Everyone is but a breath,
even those who seem secure.
(Psalm 39:4-5)
From a deep time perspective, religion is a tiny speck on the cosmic timeline. But the good news is that Jesus is on that same speck with us. Why is this good news? Because the closer we allow Jesus to be to us, the closer we allow ourselves to be to God. Put another way, the more human we allow Jesus to be, the more like God we allow ourselves to be. In contrast, when we separate ourselves from Jesus, putting him safely on a 2,000-year-old pedestal, we don’t really have to worry about being like him. We tell ourselves that it’s impossible.
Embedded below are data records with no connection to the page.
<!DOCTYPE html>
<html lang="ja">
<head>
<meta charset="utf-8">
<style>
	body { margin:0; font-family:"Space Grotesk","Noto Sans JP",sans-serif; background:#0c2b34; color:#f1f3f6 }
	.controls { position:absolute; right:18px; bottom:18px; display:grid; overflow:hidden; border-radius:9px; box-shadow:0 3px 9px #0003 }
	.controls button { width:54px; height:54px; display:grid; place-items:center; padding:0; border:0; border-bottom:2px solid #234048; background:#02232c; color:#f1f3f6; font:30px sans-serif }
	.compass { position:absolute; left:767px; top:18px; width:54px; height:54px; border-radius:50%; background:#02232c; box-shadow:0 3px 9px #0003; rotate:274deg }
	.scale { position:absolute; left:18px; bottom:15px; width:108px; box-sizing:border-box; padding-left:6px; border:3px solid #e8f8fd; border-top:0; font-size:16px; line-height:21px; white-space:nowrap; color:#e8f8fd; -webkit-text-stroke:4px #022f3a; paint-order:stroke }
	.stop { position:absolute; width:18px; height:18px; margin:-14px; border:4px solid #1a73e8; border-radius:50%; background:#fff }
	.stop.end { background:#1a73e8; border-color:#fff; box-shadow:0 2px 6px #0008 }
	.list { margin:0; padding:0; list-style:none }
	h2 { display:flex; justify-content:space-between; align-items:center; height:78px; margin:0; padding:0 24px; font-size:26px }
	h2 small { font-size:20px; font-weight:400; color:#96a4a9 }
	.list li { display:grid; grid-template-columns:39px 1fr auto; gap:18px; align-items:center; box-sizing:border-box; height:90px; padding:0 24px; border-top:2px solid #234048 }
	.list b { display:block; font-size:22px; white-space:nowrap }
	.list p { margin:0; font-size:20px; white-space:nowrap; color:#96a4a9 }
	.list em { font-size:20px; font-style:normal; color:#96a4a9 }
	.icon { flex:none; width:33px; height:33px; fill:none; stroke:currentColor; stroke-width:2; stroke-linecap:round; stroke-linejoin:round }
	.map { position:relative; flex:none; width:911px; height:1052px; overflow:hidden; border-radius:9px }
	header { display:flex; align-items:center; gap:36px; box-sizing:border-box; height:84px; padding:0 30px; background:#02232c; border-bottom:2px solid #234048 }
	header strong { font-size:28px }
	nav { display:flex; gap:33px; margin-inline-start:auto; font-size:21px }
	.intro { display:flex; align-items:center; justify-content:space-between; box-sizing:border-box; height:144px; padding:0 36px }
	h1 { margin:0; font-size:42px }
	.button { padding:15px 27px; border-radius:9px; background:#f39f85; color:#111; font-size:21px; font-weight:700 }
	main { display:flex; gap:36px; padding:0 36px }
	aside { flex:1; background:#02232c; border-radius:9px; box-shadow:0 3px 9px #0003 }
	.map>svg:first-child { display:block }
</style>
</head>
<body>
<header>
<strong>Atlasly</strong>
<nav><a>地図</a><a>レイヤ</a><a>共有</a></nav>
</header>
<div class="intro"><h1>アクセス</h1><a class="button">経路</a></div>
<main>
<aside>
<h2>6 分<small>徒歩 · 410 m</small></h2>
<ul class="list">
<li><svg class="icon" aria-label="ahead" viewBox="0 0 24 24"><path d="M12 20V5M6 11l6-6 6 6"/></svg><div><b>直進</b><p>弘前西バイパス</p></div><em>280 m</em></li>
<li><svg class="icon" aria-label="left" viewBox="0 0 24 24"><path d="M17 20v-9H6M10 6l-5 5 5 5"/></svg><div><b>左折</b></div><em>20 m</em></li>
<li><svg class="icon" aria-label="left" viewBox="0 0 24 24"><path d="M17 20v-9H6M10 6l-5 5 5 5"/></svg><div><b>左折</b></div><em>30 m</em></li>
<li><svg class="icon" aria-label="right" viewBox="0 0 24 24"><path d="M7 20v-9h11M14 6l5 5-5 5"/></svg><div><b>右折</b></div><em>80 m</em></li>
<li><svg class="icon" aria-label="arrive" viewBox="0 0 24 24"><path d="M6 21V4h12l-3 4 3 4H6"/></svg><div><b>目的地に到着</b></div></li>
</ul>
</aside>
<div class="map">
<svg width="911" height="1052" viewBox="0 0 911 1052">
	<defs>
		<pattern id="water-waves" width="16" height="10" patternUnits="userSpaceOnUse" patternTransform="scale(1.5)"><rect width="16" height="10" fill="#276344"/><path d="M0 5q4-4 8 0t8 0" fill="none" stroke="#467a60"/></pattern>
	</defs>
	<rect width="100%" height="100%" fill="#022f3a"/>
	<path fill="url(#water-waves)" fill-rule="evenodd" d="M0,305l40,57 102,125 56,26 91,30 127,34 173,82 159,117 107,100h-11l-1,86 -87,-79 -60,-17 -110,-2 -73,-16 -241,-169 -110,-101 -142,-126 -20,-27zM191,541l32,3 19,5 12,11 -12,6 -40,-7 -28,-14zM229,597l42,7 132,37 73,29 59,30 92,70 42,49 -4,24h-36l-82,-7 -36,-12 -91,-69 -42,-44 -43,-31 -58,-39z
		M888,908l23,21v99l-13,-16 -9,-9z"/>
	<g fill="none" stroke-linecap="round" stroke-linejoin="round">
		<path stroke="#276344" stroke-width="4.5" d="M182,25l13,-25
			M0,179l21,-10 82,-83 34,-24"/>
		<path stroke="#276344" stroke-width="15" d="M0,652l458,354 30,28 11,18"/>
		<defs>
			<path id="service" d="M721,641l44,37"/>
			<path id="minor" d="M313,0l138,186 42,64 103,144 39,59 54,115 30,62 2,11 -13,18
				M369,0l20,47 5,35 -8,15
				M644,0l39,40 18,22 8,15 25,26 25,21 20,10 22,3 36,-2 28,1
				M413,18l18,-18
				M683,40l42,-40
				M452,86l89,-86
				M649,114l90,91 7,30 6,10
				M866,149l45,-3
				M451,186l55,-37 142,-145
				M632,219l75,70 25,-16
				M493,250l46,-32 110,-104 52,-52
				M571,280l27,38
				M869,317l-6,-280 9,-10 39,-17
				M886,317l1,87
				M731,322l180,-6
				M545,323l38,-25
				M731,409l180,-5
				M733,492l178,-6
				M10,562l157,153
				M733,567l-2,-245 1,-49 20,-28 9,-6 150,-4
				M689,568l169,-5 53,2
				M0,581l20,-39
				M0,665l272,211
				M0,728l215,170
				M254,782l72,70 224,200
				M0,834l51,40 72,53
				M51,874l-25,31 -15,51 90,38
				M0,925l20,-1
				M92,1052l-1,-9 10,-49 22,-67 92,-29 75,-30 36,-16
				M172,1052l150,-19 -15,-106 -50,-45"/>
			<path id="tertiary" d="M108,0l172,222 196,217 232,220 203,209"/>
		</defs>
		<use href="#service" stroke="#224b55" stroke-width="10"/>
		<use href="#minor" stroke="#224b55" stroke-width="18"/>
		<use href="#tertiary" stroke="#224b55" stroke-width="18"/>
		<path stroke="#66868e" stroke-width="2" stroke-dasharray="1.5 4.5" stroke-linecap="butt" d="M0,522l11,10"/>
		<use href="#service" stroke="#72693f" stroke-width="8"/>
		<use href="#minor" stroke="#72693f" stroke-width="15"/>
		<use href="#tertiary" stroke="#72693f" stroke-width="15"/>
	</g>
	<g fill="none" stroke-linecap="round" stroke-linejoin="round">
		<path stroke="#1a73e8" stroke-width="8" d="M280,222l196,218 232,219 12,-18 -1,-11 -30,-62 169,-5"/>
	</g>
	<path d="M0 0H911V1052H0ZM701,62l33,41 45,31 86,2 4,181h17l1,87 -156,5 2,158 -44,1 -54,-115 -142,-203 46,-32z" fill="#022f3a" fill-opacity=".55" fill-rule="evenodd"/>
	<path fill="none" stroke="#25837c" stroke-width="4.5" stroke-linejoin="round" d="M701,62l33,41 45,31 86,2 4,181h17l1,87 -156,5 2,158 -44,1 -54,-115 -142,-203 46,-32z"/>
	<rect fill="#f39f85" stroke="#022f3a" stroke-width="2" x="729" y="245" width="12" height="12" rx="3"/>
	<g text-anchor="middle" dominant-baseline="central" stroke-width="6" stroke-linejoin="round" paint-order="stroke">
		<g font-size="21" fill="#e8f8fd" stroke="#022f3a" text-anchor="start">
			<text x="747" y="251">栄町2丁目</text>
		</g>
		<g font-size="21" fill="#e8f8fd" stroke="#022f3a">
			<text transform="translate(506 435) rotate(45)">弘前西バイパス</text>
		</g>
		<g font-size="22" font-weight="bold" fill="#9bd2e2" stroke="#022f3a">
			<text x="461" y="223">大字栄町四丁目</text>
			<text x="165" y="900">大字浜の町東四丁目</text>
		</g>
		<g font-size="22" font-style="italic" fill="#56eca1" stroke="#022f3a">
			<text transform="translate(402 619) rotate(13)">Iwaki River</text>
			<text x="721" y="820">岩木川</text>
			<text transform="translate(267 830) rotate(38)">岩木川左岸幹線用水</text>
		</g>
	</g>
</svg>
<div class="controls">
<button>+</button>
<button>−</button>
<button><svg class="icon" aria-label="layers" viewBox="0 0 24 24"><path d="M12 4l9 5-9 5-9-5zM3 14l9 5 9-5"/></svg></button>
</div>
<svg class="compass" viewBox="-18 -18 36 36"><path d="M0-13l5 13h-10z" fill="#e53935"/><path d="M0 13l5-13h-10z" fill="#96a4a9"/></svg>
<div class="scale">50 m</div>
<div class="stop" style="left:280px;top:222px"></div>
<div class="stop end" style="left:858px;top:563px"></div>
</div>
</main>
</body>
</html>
We regularly describe Jesus as “fully God and fully human,” but if we really took “fully human” seriously then we’d also have to take seriously just how fully God a human can be. That’s what Jesus demonstrated for us.
The Apostle Paul called the Son “the image of the invisible God” (Colossians 1:15). Are we to then say that Jesus is but we are not? Did Jesus bear the image of God but not us? If we were not created in the image of God, then who exactly are we? Was God at work in the world during the time of Jesus but not in our time? If he worked through Jesus in his time, then who does he work through now in our time? And if it’s not us, then who is it? How can we say that God was present then but not now, when on a cosmic scale we live in virtually the same instant as Jesus? In God’s eyes, we could say that Jesus came and went about two days ago. From this perspective, Jesus is truly our contemporary.
Ultimately, it really doesn’t matter how much time has passed between Jesus’ time and ours. The Spirit of Christ is eternal, and we have that same Spirit! But that’s precisely my point. If we think 2,000 years is a long time, or that 2,000-year-old Christianity is a big enough container to hold the Spirit of Christ, then we’re failing to see who Jesus really was, which also means that we’re failing to see who we ourselves are. The truth is that we are “heirs of God and co-heirs with Christ” (Romans 8:17) Just as we are brothers and sisters in Christ to each other, so too are we brothers and sisters in Christ to the 1st-century man, Jesus of Nazareth. He is one of us!